Author Patricia Nicol reveals the best books on: Universities

Author Patricia Nicol reveals a selection of the best books on: Universities

  • Patricia Nicol hopes this year’s students are settling into normal university life 
  • Novel such as Brideshead Revisited highlight that university should be exciting 
  • David Lodge’s Changing Places is a funny novel about academics’ lives  

Now that Freshers’ weeks are a blurry memory, I do hope this year’s intake of students is settling down to some sort of normal university life.

In school, you are told that university will be the reward for hard work: The chance to pursue a vocation or study a subject you (hopefully) love among like-minded peers. There is an expectation that it will be fun, too.

But fun did not seem most students’ foremost experience of the past academic year. There were tales of kids who had only just left home being confined to halls of residence with inadequate food supplies. At many places, the provision of online lecturing sounded dire for £9,000-a-year fees.

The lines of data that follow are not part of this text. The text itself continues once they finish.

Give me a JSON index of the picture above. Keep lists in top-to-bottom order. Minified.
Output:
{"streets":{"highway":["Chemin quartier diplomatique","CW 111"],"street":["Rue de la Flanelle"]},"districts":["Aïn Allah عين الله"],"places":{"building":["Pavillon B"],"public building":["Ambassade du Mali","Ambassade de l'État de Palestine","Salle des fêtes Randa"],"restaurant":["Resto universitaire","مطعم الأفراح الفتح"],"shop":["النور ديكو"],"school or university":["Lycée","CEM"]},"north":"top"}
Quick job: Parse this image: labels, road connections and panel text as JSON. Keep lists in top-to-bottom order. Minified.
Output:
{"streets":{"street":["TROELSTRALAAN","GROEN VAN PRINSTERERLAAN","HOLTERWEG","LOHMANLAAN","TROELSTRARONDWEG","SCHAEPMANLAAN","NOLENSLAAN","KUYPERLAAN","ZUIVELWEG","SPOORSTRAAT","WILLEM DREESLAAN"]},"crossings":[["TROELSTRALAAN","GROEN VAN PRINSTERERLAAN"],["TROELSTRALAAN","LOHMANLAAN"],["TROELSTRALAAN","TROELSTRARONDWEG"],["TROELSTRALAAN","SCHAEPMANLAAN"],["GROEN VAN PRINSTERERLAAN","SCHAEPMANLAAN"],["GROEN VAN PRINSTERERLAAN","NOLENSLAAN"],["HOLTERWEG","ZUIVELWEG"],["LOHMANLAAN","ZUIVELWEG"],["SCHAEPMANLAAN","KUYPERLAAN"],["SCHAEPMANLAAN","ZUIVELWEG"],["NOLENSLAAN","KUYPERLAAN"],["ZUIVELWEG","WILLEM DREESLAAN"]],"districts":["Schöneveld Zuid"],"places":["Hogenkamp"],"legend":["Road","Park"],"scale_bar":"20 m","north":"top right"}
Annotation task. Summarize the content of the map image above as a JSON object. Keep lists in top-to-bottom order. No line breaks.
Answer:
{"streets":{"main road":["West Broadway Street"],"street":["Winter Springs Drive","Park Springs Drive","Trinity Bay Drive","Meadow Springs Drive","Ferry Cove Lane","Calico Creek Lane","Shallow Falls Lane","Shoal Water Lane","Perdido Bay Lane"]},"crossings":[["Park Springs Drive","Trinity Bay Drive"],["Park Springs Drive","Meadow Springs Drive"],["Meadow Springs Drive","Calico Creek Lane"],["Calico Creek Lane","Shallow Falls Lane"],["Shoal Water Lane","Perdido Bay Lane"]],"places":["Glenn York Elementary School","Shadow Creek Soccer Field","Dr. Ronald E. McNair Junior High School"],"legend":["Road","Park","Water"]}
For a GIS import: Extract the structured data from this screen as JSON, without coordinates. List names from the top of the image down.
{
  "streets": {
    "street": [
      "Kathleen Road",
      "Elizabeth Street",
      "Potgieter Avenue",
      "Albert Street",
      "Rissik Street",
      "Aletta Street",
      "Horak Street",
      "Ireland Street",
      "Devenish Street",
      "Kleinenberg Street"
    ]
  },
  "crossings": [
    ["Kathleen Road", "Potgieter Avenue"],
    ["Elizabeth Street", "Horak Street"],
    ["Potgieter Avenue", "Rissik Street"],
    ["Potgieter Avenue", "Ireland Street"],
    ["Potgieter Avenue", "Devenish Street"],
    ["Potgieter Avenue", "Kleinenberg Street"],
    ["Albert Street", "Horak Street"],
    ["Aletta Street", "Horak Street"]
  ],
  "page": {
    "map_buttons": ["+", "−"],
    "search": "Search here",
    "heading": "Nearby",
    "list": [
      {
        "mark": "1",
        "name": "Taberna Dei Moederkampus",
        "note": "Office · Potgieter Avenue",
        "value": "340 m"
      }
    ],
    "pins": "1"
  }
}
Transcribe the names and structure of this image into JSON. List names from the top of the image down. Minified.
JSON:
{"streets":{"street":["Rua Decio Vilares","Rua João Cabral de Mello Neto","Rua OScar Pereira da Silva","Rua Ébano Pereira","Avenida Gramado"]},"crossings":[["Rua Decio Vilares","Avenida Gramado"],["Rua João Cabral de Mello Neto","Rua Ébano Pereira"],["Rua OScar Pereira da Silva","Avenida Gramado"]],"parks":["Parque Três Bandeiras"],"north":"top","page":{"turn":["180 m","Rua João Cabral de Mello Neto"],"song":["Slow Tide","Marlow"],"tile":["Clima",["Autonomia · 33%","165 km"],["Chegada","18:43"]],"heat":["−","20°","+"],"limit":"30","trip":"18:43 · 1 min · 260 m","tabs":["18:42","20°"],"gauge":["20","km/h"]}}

Of course, the whole world was wrong-footed by Covid, and some universities have dealt with the challenges better than others. Young relatives of mine who started last autumn, hoping for a different freshers experience, do not regret going. It’s better than a year at home waiting for adult life to start.


Patricia Nichol picks out a selection of the best books on university – including Evelyn Waugh’s Brideshead Revisited (pictured left) and David Lodge’s Changing Places (pictured right) 

Novels such as Evelyn Waugh’s Brideshead Revisited and Sally Rooney’s Normal People highlight how university should be an exciting time.

Snowflake by Irish writer Louise Nealon contains a funny but poignant description of a student, Debbie, commuting from her family farm to registration day at Trinity College, Dublin, and feeling a total misfit — ‘I am wearing one of my best pairs of jeans and one of Billy’s check shirts with the cuffs rolled up. I look like I’m going out to dig potatoes.’

Unseen armies of staff work behind the scenes. Laurie, the troubled narrator of Jenn Ashworth’s memorable novel Ghosted, works as a cleaner at a campus university, ‘always a strange world of its own’.

Funny novels about academics’ lives include the classic Lucky Jim and David Lodge’s Changing Places. In Luke Kennard’s The Answer To Everything, artist and serial almost-adulterer Elliott teaches at a university, though lack of application means he is barely clinging on.